Work to complete =>
Below are some records. Pull every line that contains the word "from".

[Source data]
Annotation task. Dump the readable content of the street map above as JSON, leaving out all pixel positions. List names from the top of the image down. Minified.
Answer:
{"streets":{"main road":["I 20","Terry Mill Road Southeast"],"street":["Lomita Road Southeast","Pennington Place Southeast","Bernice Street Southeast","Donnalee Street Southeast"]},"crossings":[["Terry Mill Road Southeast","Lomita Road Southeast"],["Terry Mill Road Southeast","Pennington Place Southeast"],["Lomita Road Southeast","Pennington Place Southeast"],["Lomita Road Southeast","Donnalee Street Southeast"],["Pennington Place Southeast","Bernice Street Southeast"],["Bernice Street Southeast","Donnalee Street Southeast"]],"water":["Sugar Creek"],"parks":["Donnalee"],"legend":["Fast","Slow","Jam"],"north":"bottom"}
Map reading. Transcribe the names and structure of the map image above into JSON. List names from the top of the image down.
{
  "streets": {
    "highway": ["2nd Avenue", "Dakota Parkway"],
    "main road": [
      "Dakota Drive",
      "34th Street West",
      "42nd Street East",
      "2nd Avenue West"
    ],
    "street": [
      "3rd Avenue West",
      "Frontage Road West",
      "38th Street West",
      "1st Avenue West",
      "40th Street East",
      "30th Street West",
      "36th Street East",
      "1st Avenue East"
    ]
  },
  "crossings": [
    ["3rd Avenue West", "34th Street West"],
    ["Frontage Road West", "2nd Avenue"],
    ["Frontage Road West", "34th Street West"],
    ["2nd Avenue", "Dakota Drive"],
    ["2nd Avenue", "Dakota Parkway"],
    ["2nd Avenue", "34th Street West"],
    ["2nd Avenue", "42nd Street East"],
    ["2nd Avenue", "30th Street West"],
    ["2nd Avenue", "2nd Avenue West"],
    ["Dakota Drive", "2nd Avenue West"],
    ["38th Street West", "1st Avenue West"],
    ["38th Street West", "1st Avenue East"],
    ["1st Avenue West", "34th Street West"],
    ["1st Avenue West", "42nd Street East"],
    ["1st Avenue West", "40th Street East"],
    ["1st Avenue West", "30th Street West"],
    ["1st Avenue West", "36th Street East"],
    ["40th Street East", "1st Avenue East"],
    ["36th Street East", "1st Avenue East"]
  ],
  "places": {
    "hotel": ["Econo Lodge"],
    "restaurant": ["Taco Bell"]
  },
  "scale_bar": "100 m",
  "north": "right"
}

Written response =>
Annotation task. Dump the readable content of the street map above as JSON, leaving out all pixel positions. List names from the top of the image down. Minified.
Map reading. Transcribe the names and structure of the map image above into JSON. List names from the top of the image down.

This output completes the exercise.